[Collected data entries]
■ ■ ■ ■

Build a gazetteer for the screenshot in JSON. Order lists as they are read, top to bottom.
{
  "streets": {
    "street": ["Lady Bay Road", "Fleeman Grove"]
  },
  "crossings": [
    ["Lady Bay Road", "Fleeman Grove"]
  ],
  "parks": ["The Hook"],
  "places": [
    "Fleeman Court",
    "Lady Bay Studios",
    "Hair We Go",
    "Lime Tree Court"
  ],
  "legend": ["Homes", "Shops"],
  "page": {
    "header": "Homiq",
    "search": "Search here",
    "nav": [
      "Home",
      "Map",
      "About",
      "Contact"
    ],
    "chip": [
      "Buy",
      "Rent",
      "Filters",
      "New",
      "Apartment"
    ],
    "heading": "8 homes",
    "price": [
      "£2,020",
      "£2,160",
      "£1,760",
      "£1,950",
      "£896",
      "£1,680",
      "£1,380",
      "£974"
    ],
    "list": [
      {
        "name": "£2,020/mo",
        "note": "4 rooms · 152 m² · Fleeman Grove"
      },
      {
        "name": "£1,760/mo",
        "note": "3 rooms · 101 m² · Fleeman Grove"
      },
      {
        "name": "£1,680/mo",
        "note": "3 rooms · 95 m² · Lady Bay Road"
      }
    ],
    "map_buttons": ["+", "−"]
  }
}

■ ■ ■ ■

● **The task**: Retype each entry without altering a single word.

● **Solution to this task**:
Build a gazetteer for the screenshot in JSON. Order lists as they are read, top to bottom.
{
  "streets": {
    "street": ["Lady Bay Road", "Fleeman Grove"]
  },
  "crossings": [
    ["Lady Bay Road", "Fleeman Grove"]
  ],
  "parks": ["The Hook"],
  "places": [
    "Fleeman Court",
    "Lady Bay Studios",
    "Hair We Go",
    "Lime Tree Court"
  ],
  "legend": ["Homes", "Shops"],
  "page": {
    "header": "Homiq",
    "search": "Search here",
    "nav": [
      "Home",
      "Map",
      "About",
      "Contact"
    ],
    "chip": [
      "Buy",
      "Rent",
      "Filters",
      "New",
      "Apartment"
    ],
    "heading": "8 homes",
    "price": [
      "£2,020",
      "£2,160",
      "£1,760",
      "£1,950",
      "£896",
      "£1,680",
      "£1,380",
      "£974"
    ],
    "list": [
      {
        "name": "£2,020/mo",
        "note": "4 rooms · 152 m² · Fleeman Grove"
      },
      {
        "name": "£1,760/mo",
        "note": "3 rooms · 101 m² · Fleeman Grove"
      },
      {
        "name": "£1,680/mo",
        "note": "3 rooms · 95 m² · Lady Bay Road"
      }
    ],
    "map_buttons": ["+", "−"]
  }
}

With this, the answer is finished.